▶ **DATA EXTRACT**:

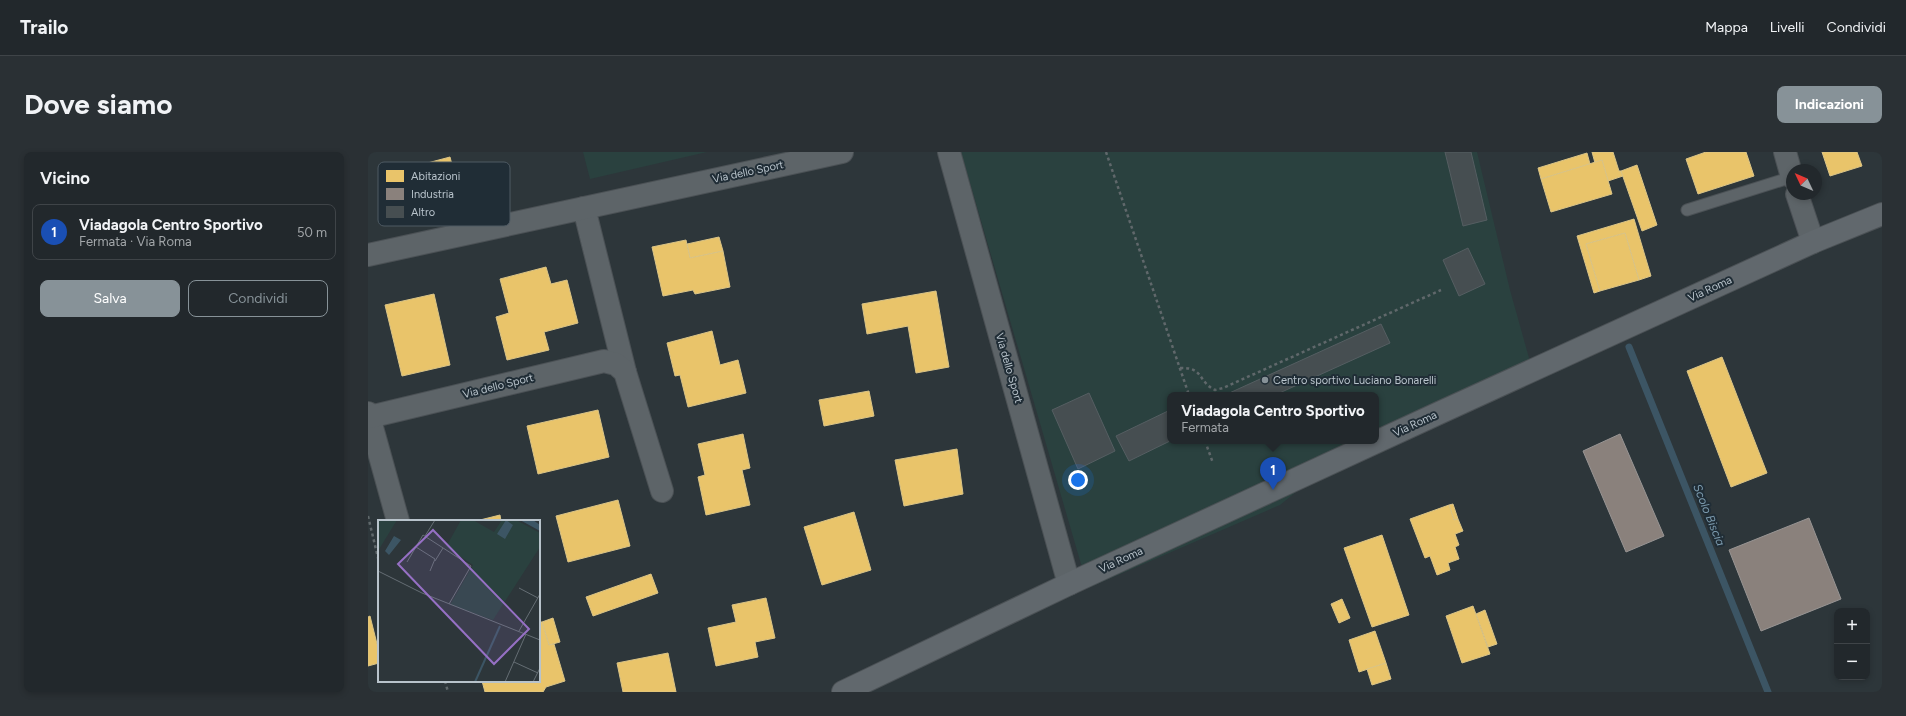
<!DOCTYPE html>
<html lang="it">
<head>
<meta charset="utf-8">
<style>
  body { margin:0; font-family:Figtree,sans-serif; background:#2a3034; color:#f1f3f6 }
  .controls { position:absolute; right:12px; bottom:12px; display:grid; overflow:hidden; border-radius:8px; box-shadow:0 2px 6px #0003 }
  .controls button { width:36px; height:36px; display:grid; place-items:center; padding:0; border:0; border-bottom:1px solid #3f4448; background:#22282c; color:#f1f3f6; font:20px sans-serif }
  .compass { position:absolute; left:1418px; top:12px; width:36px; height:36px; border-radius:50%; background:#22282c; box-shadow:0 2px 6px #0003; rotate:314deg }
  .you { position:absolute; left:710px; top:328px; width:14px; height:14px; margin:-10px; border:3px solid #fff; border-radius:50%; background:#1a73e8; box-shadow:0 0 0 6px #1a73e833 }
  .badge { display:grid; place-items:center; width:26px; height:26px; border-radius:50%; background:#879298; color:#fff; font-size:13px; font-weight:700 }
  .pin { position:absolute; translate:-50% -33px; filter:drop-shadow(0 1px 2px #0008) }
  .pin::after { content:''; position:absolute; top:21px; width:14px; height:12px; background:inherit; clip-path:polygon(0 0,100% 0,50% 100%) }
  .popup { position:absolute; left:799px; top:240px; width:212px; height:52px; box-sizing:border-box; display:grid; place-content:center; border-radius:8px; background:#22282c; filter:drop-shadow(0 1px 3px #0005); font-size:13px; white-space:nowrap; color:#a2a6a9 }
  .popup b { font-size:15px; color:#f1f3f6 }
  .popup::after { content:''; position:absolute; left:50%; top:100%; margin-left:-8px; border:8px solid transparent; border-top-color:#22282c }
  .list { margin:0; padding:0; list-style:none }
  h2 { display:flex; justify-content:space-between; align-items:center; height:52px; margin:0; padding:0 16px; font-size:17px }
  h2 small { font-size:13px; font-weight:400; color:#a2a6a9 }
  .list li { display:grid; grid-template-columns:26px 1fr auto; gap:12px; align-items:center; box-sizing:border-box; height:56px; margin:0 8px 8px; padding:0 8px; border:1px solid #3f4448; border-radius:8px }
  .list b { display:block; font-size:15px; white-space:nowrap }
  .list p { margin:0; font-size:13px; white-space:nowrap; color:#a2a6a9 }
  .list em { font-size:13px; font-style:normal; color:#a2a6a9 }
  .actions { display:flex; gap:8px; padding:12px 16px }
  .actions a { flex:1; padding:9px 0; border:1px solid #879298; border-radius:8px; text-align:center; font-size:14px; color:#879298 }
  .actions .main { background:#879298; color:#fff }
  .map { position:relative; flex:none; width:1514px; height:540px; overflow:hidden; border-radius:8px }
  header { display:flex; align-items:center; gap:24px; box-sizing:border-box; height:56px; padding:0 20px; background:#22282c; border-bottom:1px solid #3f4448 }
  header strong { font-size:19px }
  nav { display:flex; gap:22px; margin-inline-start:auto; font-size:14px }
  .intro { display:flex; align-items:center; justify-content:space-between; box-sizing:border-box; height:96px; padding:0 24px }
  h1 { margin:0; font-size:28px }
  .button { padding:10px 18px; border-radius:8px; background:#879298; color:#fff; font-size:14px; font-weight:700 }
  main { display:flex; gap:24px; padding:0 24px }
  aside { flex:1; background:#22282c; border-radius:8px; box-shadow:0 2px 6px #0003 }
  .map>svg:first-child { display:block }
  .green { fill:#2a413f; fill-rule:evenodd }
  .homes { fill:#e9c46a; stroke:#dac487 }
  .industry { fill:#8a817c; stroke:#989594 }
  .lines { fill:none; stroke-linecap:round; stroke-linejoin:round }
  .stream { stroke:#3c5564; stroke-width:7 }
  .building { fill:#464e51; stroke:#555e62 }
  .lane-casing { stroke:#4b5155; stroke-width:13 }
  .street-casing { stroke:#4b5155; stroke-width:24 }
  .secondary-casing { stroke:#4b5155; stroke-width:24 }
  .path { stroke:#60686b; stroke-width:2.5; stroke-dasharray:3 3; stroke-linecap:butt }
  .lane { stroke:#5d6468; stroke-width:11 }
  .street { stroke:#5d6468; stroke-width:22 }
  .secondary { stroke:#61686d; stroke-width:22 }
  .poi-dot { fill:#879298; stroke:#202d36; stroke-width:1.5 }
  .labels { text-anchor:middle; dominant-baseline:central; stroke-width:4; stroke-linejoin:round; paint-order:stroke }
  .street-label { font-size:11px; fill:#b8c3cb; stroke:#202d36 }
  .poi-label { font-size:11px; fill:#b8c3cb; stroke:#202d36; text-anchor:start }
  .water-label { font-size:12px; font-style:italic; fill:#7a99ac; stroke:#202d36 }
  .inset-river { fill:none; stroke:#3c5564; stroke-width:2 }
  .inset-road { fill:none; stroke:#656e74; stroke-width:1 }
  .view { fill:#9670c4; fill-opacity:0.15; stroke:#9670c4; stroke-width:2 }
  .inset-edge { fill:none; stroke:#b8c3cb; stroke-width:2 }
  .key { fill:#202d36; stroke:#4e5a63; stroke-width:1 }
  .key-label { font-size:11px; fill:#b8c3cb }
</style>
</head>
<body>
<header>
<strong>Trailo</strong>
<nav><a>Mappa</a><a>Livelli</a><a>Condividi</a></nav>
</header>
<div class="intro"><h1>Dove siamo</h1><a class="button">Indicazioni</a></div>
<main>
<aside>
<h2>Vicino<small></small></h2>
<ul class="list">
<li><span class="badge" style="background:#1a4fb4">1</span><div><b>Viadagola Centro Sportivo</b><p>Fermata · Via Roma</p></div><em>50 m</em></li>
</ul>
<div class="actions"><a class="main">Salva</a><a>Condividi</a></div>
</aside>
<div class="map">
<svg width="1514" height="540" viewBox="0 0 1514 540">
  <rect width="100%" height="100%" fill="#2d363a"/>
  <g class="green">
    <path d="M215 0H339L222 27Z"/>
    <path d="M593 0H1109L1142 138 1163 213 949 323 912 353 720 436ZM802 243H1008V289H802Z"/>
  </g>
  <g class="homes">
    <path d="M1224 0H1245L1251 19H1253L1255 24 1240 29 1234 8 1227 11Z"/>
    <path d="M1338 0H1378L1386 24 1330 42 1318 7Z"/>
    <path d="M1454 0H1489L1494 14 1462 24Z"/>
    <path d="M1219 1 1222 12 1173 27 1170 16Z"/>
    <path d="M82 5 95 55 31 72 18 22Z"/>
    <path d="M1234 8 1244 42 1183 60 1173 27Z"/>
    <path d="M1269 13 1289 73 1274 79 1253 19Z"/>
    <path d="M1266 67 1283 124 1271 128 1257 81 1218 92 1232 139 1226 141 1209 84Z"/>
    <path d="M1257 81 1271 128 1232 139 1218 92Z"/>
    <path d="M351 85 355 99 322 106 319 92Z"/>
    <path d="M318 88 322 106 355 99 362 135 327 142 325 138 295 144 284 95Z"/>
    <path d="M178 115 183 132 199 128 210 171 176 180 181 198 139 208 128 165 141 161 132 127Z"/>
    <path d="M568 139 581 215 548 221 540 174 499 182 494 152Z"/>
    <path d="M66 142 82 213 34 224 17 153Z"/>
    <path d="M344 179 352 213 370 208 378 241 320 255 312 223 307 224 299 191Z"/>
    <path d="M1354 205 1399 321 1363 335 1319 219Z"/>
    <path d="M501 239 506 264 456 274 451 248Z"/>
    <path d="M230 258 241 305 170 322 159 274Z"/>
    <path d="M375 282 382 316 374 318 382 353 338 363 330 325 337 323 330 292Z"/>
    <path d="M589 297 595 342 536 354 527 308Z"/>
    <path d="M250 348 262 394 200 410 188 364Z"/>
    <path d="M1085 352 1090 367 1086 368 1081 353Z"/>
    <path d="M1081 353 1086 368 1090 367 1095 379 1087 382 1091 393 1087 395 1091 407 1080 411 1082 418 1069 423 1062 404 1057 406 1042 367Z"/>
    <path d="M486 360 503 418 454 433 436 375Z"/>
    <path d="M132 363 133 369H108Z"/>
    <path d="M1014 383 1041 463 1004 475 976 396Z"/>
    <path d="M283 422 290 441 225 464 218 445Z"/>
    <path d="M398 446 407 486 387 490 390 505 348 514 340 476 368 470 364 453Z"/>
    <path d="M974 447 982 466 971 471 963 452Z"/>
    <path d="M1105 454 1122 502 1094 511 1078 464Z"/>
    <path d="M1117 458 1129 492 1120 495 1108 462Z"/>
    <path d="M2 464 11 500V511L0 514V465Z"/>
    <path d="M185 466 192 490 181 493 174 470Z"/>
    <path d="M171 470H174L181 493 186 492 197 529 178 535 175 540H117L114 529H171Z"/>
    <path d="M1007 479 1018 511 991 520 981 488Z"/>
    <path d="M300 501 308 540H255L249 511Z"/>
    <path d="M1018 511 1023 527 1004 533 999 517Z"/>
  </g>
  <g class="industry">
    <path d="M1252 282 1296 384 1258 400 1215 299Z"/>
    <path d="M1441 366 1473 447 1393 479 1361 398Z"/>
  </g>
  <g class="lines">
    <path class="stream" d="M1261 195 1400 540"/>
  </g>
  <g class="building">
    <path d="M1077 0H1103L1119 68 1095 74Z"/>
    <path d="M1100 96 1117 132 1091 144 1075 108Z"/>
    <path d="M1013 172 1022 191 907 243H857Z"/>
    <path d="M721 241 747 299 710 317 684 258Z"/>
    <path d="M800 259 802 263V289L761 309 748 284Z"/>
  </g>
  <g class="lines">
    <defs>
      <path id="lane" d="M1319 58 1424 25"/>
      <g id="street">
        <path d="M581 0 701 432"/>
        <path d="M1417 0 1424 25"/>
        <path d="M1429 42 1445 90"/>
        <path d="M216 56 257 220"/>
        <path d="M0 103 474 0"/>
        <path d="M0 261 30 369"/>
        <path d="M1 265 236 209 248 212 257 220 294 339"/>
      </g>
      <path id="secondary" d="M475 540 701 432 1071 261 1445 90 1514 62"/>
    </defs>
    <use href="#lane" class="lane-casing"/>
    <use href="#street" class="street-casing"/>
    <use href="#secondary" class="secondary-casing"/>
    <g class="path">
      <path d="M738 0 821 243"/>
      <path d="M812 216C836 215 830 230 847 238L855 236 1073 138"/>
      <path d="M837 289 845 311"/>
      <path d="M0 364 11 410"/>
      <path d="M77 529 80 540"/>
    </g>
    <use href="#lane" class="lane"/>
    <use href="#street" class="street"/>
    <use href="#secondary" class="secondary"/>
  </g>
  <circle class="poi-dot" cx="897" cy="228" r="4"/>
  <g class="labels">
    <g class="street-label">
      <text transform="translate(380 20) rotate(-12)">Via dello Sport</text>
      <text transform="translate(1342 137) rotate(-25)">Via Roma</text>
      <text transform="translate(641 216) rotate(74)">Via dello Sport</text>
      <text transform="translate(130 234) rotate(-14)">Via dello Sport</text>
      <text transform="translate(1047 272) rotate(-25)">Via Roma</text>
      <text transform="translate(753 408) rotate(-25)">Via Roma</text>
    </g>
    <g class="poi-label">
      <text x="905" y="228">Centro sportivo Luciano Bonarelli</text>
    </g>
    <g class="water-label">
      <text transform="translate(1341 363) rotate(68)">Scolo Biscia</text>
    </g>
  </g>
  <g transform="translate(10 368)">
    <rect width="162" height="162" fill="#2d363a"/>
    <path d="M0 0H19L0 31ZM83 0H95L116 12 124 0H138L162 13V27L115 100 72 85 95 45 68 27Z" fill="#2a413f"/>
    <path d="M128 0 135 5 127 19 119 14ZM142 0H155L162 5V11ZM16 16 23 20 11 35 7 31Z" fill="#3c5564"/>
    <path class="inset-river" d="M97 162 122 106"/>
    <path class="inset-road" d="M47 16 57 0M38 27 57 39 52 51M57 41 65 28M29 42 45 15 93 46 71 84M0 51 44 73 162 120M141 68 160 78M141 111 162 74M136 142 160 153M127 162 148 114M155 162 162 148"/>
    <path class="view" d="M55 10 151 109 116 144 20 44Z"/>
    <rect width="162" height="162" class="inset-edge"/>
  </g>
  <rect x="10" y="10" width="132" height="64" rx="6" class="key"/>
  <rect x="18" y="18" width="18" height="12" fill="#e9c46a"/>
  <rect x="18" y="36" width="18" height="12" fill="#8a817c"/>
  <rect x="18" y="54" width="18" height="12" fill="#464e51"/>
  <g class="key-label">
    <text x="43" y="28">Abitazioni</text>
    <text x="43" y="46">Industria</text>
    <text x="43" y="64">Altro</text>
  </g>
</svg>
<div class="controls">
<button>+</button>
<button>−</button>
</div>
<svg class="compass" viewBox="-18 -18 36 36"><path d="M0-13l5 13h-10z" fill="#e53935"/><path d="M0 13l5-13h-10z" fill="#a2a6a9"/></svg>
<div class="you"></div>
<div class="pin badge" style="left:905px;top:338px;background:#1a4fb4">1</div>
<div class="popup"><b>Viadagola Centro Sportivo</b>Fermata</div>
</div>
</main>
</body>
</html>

▶ **DIRECTIONS**: Extract, word for word, each line from the top of the data down to and including the line with "position:absolute; right:12px; bottom:12px;"; skip the pictures.

▶ **ANSWER**:
<!DOCTYPE html>
<html lang="it">
<head>
<meta charset="utf-8">
<style>
  body { margin:0; font-family:Figtree,sans-serif; background:#2a3034; color:#f1f3f6 }
  .controls { position:absolute; right:12px; bottom:12px; display:grid; overflow:hidden; border-radius:8px; box-shadow:0 2px 6px #0003 }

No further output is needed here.